The code was developed in Python 3.9.
conda create -n smallcap python=3.9
conda activate smallcap
pip install -r requirements.txt
Click to expand
At the moment CLIP models based on ResNet are not available through HuggingFace so it is necessary to also install the original CLIP implementation from here:
pip install git+https://github.com/openai/CLIP.git
Get Data into right format:
Mount image files onto ~/Image
cd retrieval-captioning-main/smallcap/fine-tuning
python3 processing.py
python3 makejson.py
Extract train and val features:
mkdir features
python3 extract.py
Retrieve captions
python3 retrieval.py
Run fine-tune.ipynb to completion
Models are saved under name <rag/norag>_M, e.g. rag_7M
for a model trained with retrieval augmentation and 7M trainable parameters.
python infer.py --model_path <MODEL_PATH>
If you also specify --checkpoint_path
inference runs with only that checkpoint. Else, all checkpoints in --model_path
are used.
If you specify --infer_test
inference uses test data, else val data is used.
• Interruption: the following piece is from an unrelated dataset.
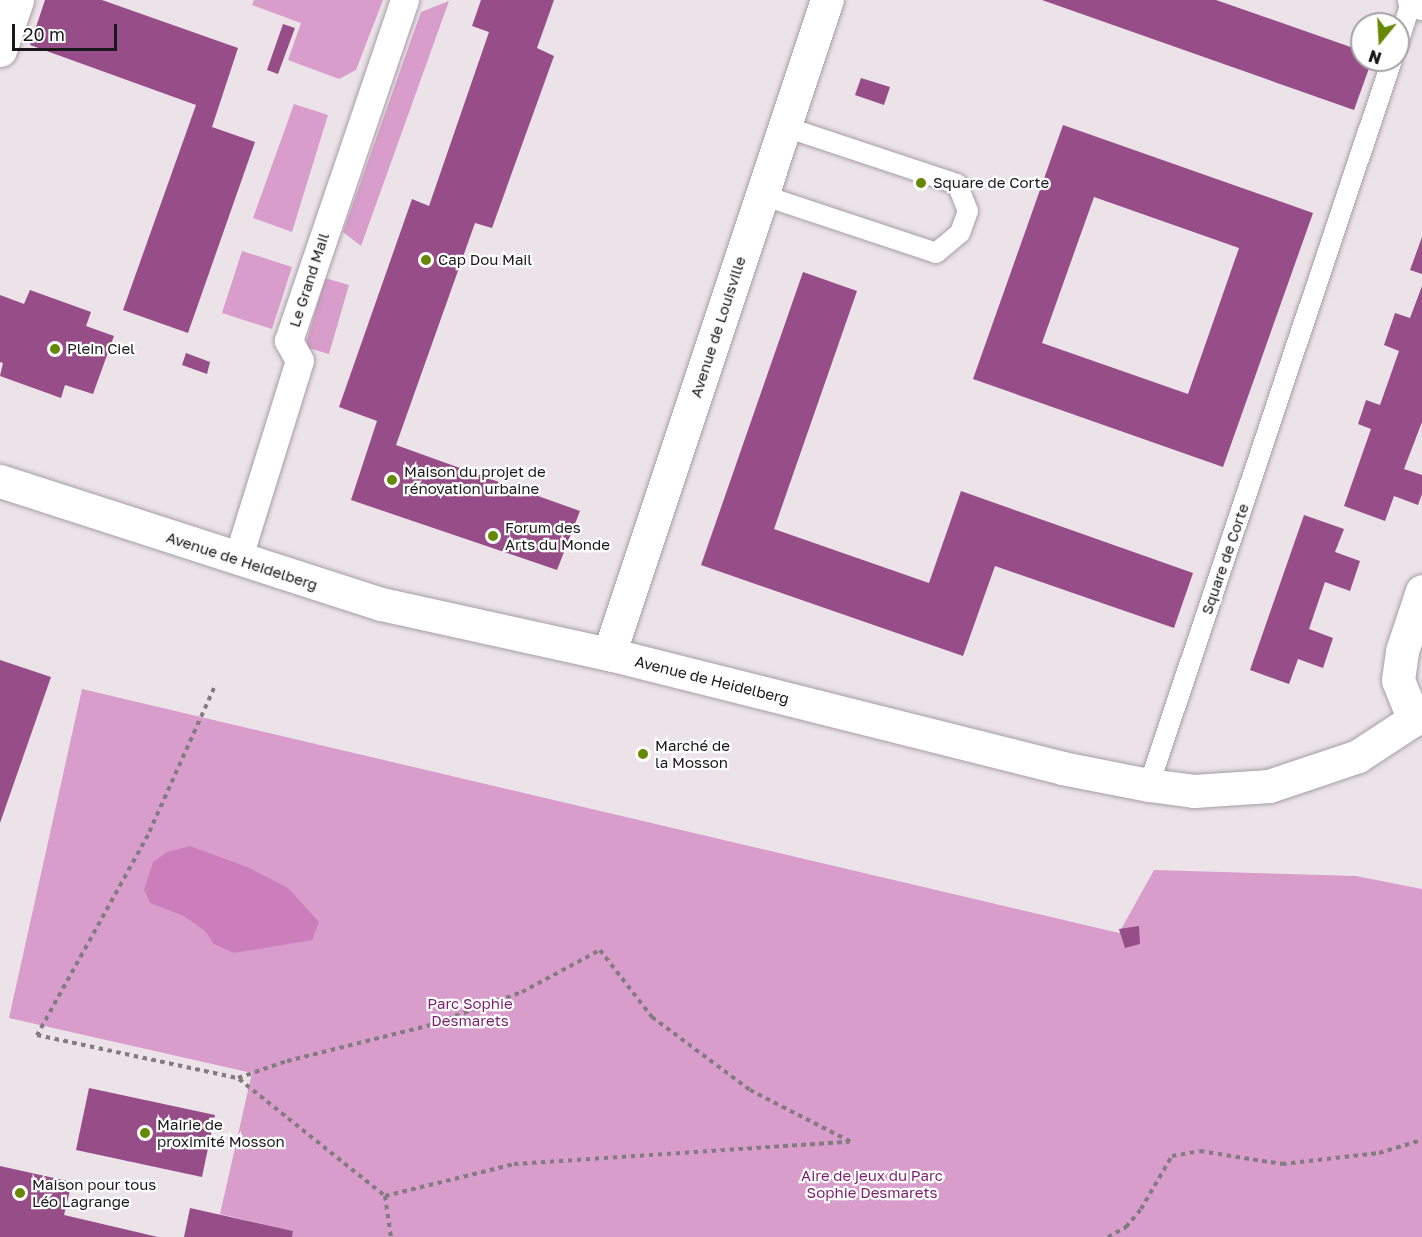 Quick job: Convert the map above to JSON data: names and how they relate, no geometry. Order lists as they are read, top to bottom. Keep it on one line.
{"streets":{"street":["Le Grand Mail","Avenue de Louisville","Avenue de Heidelberg"],"lane":["Square de Corte"]},"crossings":[["Le Grand Mail","Avenue de Heidelberg"],["Avenue de Louisville","Avenue de Heidelberg"],["Square de Corte","Avenue de Heidelberg"]],"parks":["Parc Sophie Desmarets","Aire de jeux du Parc Sophie Desmarets"],"places":["Square de Corte","Cap Dou Mail","Plein Ciel","Maison du projet de rénovation urbaine","Forum des Arts du Monde","Marché de la Mosson","Mairie de proximité Mosson","Maison pour tous Léo Lagrange"],"scale_bar":"20 m","north":"bottom"} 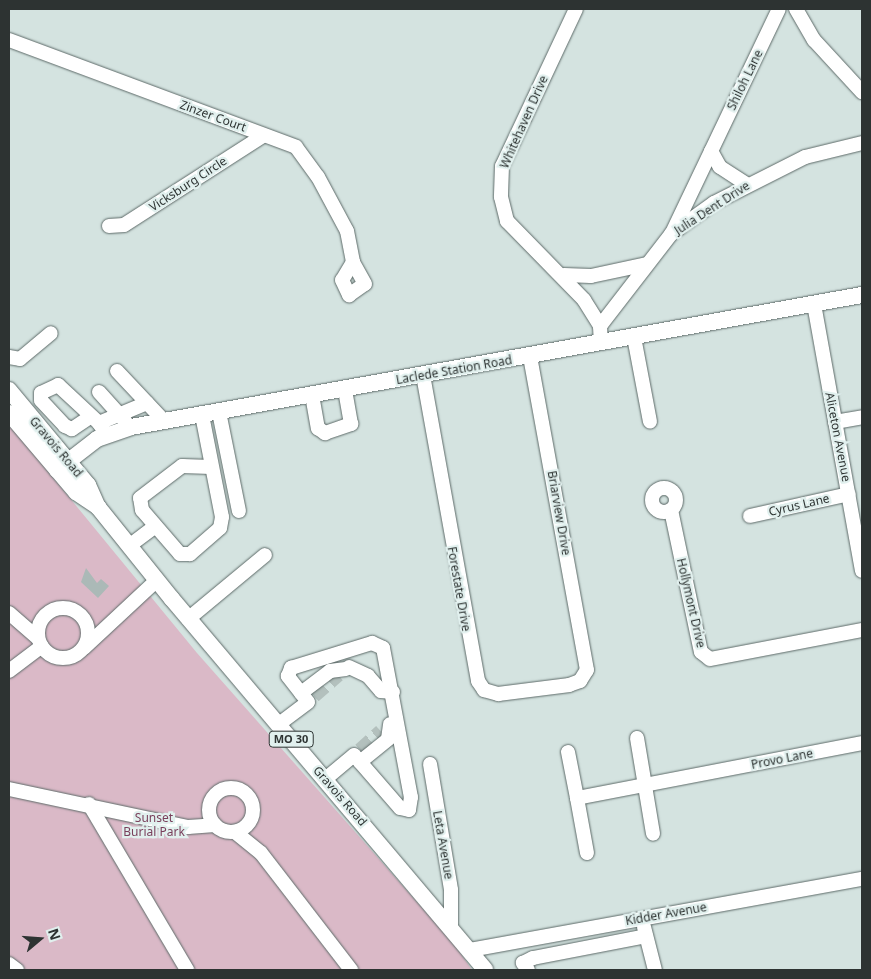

E.g. to run inference on the test split with model rag_7M
, checkpoint 17712
, run
python infer.py --model_path experiments/rag_7M --checkpoint_path checkpoint-17712 --infer_test
The model predictions are stored as <val/test>_preds.json
in each respective checkpoint subdirectory.
Note: You can safely ignore the warning Some weights of ThisGPT2LMHeadModel were not initialized from the model checkpoint at gpt2 and are newly initialized...
It occurs because a new model is first built and then the pre-trained parameters are loaded into it.